Sunday, May 18, 2008

The Curse of the 9th

Many years back in my music education I became aware of this horrible curse - something known as the Curse of the 9th. Since the curse is said to have started with Gustav Mahler and since today marks the 97th anniversary of his death, I thought this was just as good a time as any to do a little digging into this curse.

This superstition runs something like this - Any composer of symphonies from Beethoven onward, was doomed to die soon after completing a 9th symphony. Granted Mahler was a pretty superstitious fellow. He believed so strongly in this curse that after completing his 8th Symphony, he waited an entire year. He then entitled his next big orchestral work, not his 9th, but rather "A Symphony for One Tenor and One Alto Voice and Orchestra." He then finished off his 9th Symphony later that same year (1909) and began his tenth the following year. Unfortunately, he died before completing it. (As an interesting little quirk, Mahler was one of Hitler's favourite composers. The unfinished draft of Mahler's 10th had 1,945 bars of music. 1945 of course was the year Hitler died.)

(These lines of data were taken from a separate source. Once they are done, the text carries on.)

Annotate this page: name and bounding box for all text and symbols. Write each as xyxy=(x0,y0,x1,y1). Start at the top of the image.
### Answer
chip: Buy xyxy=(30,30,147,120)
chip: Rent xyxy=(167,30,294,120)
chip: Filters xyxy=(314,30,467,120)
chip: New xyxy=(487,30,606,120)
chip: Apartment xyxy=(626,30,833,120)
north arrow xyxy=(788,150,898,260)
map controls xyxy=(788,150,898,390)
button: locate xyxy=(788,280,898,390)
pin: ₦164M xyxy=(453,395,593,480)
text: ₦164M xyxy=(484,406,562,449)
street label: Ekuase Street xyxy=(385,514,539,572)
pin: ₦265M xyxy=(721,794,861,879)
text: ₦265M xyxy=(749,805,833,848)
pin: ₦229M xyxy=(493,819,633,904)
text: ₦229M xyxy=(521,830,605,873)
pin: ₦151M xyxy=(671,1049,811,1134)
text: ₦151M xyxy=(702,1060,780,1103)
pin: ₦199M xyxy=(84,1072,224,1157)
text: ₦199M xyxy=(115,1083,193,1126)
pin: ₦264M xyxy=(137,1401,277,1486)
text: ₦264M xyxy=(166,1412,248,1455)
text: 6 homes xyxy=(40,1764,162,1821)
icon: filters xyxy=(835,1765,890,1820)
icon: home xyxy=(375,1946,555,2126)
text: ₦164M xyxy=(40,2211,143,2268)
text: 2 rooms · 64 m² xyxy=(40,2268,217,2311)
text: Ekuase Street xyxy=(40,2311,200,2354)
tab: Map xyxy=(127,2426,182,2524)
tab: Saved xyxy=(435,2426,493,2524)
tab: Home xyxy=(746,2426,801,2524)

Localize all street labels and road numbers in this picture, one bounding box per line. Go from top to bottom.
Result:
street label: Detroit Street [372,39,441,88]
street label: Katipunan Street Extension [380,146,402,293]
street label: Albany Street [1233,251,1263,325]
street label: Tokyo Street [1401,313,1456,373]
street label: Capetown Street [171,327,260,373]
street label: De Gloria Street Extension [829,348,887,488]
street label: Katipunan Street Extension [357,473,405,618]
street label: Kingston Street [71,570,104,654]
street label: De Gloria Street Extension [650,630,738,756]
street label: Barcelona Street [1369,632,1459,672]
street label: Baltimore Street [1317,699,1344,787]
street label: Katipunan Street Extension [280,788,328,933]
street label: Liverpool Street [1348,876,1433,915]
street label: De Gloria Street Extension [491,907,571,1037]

Another composer supposedly afflicted by this curse was Franz Schubert, a younger contemporary of Beethoven. Perhaps Schubert's best known symphony is his "Unfinished" Symphony. This was not the last symphony he wrote however as today it is counted as his 8th. (He lived another 6 years after beginning this symphony and why it remained incomplete is not completely known. This actually screwed up the numberings for the remaining symphonies he wrote but I'll leave that little controversy for the musicologists to sort out.) He eventually completed his 9th, and was working on a draft score for a 10th, when, you guessed it, he died.

Antonin Dvorak also composed nine symphonies. He then lived another 11 years but never got around to number 10. Another, lesser known 19th century Austrian composer, Anton Bruckner probably could have finished a 10th symphony, but took his sweet old time composing his 9th. It took 18 months to finish the thing. Plus, he had a habit of taking time off from regular composing and heavily revising earlier works. Finally there was Alexander Glazunov, who began writing his 9th in 1910 and for reasons unknown, let the fledgling work gather dust until his death 26 years later.

While I find this all interesting, quirky reading, I don't really read much into this curse. 19th century orchestras steadily increased in size until the outset of World War One. Symphonies also became longer. Beethoven's 9th pushes an hour in length and Mahler's 3rd (probably the longest in standard repertoire) takes anywhere from 90 to 100 minutes depending on the conductor's exact tempo. By way of comparison a typical classical-era work by Haydn typically lasts 18-20 minutes.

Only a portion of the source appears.